Team develops portable swept-source Raman spectrometer for chemical and biomedical applications

In 1928, Indian physicist Sir C. V. Raman and his colleague K. S. Krishnan discovered that when light interacts with matter, parts of the scattered light undergo changes in energy due to interaction with molecular vibrations, resulting in what is known as Raman scattering. The discovery laid the foundation for Raman spectroscopy, a technique that takes advantage of these energy changes to create a unique fingerprint of the molecular structure of the material.

Currently, dispersive Raman spectroscopy is the go-to method for identifying samples in a variety of fields, such as material sciences, pharmaceuticals, environmental monitoring, and biomedicine. However, the spectrometers required to capture and detect the scattered light are bulky, limiting their use outside of laboratory settings. Additionally, most handheld Raman spectrometers have been developed only for chemical analysis.

In a study published in the Journal of Biomedical Optics, researchers from the Korea Advanced Institute of Science and Technology (Republic of Korea) and the Massachusetts Institute of Technology (MIT; United States) have developed a compact swept-source Raman (SS-Raman) spectroscopy system.

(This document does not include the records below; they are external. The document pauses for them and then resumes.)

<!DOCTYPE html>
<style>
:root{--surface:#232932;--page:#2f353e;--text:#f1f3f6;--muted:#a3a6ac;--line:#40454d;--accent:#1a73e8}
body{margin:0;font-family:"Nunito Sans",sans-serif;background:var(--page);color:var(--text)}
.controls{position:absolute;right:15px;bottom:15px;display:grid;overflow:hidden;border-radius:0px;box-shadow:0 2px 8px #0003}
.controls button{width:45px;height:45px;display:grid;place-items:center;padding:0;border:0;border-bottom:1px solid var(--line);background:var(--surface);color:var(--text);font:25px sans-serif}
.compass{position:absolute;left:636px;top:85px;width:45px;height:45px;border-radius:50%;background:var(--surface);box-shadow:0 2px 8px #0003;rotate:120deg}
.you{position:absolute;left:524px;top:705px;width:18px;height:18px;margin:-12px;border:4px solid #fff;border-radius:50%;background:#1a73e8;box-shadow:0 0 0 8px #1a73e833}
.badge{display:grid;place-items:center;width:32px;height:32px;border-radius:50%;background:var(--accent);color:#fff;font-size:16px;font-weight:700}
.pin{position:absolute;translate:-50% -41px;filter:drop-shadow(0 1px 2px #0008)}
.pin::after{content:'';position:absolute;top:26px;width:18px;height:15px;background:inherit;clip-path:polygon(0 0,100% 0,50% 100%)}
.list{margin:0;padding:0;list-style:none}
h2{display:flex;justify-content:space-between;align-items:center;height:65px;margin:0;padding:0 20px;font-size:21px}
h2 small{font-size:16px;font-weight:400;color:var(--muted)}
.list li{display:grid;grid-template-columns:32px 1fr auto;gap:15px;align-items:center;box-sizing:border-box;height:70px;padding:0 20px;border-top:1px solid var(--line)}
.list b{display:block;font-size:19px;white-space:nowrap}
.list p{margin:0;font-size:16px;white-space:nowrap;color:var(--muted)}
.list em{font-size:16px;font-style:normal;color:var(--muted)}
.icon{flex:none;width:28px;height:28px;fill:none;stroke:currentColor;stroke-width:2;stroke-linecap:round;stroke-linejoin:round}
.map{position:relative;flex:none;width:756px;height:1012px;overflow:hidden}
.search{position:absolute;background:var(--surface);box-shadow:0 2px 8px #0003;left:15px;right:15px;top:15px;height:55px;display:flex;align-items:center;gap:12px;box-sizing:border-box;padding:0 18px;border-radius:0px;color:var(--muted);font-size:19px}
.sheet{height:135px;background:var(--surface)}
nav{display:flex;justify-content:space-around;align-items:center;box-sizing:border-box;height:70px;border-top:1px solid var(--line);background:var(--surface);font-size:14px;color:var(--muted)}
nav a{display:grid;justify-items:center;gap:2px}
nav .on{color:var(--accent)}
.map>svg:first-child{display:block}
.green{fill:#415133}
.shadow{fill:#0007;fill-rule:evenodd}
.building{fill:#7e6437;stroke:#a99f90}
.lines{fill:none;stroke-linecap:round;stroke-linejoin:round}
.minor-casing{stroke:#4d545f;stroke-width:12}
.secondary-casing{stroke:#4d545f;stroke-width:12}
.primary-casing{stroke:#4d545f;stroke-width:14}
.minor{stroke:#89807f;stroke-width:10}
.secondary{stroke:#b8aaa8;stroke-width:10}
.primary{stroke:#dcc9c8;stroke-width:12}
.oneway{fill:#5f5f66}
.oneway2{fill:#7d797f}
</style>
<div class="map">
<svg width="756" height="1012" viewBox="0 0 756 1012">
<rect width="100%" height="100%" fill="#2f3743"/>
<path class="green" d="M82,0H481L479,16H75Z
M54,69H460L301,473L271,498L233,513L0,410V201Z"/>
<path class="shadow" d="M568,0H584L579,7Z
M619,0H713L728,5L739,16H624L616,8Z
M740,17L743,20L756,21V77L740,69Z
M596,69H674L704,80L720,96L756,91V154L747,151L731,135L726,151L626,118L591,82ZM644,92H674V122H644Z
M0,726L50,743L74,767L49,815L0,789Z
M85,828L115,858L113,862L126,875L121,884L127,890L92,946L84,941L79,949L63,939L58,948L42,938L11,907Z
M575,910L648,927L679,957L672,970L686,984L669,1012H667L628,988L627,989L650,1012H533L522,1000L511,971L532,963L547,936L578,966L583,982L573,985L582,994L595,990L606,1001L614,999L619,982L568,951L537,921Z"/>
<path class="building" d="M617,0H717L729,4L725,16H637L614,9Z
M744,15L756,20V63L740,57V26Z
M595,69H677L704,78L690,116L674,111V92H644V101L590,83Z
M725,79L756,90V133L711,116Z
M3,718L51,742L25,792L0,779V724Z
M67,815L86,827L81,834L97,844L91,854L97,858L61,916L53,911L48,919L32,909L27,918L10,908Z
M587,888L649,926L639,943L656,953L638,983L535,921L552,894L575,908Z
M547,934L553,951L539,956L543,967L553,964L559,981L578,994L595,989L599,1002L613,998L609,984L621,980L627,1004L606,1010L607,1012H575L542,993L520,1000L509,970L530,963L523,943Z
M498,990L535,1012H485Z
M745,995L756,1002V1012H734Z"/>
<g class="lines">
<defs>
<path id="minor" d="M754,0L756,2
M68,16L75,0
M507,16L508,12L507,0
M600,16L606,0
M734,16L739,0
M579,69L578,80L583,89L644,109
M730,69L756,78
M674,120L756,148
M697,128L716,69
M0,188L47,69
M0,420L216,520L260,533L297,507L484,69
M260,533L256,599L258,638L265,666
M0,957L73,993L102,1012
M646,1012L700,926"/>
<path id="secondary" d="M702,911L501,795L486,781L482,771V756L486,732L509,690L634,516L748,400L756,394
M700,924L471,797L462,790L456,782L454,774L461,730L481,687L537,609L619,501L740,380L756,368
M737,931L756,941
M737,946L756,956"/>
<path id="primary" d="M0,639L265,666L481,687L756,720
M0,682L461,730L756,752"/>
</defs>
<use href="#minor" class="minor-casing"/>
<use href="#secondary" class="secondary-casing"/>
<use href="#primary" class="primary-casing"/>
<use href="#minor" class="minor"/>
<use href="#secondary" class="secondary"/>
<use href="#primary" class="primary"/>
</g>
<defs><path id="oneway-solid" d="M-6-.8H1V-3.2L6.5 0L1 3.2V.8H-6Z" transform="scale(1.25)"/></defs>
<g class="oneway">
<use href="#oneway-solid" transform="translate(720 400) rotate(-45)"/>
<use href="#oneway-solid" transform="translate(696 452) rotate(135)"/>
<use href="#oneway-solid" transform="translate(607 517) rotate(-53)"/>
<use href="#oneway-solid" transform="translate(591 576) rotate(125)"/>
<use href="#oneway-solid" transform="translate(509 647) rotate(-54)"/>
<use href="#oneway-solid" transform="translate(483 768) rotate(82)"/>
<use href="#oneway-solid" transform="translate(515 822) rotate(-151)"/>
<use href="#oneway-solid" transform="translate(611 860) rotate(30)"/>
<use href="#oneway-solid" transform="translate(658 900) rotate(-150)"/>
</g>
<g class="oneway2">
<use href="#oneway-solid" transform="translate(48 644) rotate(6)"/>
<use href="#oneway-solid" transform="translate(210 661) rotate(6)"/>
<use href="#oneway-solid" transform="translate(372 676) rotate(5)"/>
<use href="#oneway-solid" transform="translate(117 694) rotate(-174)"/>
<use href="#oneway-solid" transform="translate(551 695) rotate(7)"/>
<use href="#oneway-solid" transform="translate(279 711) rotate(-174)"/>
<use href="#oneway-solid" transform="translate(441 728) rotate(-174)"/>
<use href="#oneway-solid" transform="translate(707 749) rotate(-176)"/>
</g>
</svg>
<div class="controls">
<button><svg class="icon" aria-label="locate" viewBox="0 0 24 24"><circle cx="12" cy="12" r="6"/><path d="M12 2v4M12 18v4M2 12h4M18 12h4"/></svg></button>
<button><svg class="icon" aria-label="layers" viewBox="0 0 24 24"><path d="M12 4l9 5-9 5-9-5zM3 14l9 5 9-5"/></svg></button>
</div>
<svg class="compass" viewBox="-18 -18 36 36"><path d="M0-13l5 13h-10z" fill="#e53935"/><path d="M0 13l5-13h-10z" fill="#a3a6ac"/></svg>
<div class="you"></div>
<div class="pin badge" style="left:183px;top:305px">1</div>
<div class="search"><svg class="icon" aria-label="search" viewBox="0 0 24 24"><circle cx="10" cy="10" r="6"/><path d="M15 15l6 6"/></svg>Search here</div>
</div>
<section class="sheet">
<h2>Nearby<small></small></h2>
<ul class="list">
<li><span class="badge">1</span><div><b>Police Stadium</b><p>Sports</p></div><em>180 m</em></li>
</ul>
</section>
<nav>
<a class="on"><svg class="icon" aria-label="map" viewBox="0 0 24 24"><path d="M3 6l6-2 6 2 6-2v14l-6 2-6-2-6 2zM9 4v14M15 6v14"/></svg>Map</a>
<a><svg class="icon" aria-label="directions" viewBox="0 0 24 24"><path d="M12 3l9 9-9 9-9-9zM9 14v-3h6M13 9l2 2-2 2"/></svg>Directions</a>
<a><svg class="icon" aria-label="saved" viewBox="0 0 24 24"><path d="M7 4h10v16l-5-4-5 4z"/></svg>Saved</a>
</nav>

The concept of SS-Raman was proposed in a previous patent but the implementation has not been done until recently due to the lack of narrow bandpass filters. This system is comparable to conventional dispersive Raman spectroscopy in its ability to identify both chemical and biological materials. The portable system addresses the limitations of current handheld spectrometers and opens doors for sample identification in biomedicine.

Conventional Raman spectroscopy systems use a fixed-wavelength light source, such as a laser, to excite the sample and induce Raman scattering. In contrast, SS-Raman spectroscopy uses a swept-source laser, which emits light over a continuous range of wavelengths.

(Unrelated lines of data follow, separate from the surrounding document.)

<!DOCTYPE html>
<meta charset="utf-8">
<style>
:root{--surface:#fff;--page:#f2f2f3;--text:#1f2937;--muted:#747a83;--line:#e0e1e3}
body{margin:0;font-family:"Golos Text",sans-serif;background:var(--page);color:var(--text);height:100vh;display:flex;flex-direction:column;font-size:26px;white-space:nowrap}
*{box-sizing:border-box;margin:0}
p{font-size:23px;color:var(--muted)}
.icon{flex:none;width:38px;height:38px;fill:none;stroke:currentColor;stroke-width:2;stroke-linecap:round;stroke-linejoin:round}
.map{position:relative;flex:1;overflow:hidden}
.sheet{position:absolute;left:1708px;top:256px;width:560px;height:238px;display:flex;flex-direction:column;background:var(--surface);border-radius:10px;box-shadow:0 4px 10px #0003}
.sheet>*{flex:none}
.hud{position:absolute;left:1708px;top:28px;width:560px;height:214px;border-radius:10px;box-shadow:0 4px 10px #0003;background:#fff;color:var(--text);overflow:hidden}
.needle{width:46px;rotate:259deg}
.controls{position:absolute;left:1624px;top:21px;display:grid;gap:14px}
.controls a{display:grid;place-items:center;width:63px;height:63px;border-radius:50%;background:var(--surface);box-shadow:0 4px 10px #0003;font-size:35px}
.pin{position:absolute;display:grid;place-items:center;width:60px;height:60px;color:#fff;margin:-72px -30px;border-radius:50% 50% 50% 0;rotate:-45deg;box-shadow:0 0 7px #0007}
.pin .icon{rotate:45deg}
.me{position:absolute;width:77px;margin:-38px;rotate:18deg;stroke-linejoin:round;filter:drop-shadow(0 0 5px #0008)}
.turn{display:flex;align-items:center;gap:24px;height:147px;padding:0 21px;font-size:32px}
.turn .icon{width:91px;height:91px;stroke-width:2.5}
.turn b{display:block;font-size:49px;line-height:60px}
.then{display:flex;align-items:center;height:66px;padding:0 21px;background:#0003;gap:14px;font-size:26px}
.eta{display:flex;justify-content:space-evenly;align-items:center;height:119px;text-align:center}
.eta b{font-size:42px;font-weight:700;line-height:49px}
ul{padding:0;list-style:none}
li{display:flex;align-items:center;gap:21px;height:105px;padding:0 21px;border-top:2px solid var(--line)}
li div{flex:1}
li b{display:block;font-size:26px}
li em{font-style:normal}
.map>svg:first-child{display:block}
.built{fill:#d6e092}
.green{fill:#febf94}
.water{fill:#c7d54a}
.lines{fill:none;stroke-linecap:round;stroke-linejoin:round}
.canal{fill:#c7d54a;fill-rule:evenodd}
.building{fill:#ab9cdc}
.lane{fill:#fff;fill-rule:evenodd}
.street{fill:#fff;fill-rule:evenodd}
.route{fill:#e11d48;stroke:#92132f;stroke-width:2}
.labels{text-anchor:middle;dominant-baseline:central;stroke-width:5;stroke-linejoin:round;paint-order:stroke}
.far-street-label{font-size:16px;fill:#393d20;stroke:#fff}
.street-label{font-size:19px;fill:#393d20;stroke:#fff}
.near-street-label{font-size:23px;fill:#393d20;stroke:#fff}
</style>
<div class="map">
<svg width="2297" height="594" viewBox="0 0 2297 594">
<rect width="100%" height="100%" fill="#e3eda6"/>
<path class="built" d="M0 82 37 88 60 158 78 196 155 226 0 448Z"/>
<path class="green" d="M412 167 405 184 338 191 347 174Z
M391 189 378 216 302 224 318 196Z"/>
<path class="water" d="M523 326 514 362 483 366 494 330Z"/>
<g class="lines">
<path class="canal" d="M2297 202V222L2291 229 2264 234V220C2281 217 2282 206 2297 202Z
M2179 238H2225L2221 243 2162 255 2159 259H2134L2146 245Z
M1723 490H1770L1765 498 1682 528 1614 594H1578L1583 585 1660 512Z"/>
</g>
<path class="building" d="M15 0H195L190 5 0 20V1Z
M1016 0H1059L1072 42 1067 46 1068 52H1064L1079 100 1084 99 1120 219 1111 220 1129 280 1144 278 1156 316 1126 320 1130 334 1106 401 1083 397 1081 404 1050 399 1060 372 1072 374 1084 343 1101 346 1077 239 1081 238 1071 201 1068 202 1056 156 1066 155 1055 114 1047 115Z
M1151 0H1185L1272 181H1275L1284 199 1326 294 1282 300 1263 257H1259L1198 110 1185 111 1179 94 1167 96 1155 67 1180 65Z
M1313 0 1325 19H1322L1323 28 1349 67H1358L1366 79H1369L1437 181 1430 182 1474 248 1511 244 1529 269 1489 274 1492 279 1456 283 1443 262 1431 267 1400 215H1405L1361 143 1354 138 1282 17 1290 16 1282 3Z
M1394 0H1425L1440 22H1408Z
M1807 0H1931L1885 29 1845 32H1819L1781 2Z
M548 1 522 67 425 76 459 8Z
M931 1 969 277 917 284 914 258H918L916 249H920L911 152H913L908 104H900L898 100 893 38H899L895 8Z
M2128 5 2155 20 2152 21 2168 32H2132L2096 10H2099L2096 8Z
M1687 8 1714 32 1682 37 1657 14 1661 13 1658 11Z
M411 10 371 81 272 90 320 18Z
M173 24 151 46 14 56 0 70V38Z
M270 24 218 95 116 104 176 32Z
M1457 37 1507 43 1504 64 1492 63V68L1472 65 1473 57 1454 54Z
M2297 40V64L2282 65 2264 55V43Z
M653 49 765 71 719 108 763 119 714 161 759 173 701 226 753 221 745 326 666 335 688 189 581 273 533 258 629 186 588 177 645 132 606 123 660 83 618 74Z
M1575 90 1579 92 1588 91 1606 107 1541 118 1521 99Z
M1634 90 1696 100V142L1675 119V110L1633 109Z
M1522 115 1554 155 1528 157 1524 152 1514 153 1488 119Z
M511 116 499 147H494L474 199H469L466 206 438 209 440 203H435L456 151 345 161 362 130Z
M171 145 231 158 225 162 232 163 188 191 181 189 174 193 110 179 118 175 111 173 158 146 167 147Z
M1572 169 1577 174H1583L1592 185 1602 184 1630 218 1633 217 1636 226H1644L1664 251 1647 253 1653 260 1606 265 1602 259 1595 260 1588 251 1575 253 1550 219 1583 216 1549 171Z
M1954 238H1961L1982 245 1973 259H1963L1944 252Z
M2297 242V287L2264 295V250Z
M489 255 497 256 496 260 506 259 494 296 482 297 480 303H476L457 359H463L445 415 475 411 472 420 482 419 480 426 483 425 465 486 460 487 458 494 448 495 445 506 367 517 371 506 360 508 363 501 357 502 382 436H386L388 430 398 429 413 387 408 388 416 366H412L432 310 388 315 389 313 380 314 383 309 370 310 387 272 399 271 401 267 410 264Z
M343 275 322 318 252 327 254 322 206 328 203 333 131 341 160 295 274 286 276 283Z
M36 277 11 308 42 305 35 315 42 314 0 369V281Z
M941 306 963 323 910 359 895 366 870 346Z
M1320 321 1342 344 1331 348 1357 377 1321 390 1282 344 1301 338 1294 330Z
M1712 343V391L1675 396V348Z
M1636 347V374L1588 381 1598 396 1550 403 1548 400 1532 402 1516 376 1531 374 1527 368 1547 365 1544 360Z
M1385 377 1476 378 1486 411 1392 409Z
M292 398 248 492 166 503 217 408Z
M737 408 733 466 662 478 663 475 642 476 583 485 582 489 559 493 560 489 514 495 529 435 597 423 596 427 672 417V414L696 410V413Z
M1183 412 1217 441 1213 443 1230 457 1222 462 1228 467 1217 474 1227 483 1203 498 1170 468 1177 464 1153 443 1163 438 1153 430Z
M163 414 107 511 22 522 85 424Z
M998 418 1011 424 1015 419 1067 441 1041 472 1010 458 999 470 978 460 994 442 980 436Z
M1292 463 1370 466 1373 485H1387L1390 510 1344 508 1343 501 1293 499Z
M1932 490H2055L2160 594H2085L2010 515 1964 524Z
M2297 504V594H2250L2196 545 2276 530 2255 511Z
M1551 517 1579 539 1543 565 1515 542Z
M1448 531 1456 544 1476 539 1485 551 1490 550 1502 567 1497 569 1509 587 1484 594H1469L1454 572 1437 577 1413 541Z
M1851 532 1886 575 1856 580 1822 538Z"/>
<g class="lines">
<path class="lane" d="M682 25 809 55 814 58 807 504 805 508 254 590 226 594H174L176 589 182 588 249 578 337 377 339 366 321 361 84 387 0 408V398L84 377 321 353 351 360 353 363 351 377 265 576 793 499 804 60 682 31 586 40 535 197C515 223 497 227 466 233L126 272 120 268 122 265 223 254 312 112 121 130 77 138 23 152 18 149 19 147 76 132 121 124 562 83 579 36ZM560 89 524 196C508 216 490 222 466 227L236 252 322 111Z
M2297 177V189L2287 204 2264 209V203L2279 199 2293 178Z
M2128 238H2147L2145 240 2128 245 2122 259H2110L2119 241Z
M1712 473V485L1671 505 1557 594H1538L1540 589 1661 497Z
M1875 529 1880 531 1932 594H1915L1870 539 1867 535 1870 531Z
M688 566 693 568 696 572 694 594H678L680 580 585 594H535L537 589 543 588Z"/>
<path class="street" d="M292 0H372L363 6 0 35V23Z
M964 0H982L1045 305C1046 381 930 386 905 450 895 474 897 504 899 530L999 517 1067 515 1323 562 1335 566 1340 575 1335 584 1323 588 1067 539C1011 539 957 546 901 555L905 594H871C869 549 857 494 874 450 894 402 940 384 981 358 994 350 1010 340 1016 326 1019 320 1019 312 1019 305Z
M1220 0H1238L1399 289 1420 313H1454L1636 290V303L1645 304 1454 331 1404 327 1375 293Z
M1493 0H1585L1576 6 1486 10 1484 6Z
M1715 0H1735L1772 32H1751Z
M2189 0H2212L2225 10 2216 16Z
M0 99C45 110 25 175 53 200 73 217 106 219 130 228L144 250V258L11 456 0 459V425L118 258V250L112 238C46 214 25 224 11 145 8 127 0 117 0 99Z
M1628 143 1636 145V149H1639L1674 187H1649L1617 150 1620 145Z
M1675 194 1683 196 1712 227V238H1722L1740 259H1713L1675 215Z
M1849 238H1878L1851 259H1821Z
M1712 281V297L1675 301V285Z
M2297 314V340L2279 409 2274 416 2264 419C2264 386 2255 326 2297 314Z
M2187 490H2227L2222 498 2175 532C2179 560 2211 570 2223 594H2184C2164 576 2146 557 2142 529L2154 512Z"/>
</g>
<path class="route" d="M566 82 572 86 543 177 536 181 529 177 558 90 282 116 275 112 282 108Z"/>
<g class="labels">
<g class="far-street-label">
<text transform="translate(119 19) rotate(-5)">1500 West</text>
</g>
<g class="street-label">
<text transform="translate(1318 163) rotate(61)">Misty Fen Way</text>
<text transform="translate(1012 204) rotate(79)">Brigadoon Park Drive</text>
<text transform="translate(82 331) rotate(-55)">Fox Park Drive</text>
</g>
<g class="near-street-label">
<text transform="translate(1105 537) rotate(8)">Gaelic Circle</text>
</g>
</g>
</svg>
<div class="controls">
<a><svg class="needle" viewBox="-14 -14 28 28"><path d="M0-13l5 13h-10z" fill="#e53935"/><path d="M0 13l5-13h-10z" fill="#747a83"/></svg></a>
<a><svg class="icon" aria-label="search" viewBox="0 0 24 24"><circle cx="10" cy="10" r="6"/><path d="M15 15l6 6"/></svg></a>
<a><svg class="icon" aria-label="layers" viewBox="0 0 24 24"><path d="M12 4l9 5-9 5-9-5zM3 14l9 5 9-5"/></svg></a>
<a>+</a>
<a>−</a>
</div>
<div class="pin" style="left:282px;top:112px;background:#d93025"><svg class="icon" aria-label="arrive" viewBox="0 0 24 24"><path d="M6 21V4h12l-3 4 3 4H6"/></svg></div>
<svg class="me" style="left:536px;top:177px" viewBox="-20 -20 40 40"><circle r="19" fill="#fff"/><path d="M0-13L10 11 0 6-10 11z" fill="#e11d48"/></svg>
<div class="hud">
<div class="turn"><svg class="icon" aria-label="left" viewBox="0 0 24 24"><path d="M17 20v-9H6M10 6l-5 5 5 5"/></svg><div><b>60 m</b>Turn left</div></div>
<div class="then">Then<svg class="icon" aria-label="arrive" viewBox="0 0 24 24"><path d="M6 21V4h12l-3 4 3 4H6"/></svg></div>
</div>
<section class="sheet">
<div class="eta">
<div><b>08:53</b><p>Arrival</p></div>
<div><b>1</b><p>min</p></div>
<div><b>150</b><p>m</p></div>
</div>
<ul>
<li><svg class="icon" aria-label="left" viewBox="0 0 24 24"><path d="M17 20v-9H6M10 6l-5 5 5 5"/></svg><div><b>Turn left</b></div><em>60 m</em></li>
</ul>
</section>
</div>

The excitation light is focused onto the sample after filtering through a short-pass filter which eliminates background noise. The scattered light is collected by a lens and filtered by a bandpass filter, which isolates only the desired Raman-shifted wavelength range. The filtered light is then detected by the highly sensitive silicon photoreceiver, which converts the optical signal into an electrical signal for sample analysis.

"The proposed SS-Raman setup uses a wavelength swept-source laser (822 to 842 nm), a narrow-bandwidth bandpass filter, and a highly sensitive point photoreceiver for acquiring Raman spectra. These components contribute to the development of compact and cost-effective Raman spectroscopy systems," notes Dr. Jeon Woong Kang from MIT, one of the corresponding authors of the study.

To evaluate the effectiveness of the system, researchers compared Raman spectra from the new system with those obtained using traditional dispersive Raman spectroscopy for various chemical and biological samples. A diverse array of chemicals, such as phenylalanine, hydroxyapatite, glucose, and acetaminophen were considered as chemical samples for obtaining Raman spectra in the range of 900 to 1,200 cm^-1.

For the biological sample, they scanned cross-sections of swine belly slices. The Raman spectra obtained from the proposed SS-Raman spectroscopy system closely resembled those obtained from traditional dispersive Raman spectroscopy with correlation coefficients ranging from 0.73 to 0.91, indicating its feasibility for identifying both types of samples.

Notably, in Raman spectroscopy systems, a significant expense comes from the need for high-quality filters and light sources. The SS system faced similar challenges, with background noise and the Raman spectra displaying broad peaks due to the bandpass filter.

To keep costs low, the researchers applied a signal processing method to the system. Gaussian filters were used to eliminate the ripple noise introduced by the unstable laser output. A deconvolution method was employed to sharpen the peaks in the Raman spectra and improve their resolution. Furthermore, polynomial background removal was utilized to eliminate the background noise arising from the low optical density of the filters.

Overall, the proposed system sets the stage for future developments in miniaturizing Raman spectroscopy for both chemical and biological analysis. However, there's still room for improvement, particularly in reducing the sample acquiring time, which currently takes over 40 seconds. To measure biological samples in less than a second, the researchers are developing a multichannel SS-Raman system equipped with multiple detectors and bandpass filters, which would hopefully enable the analysis of a wider range of molecules in the same amount of time for more diverse applications.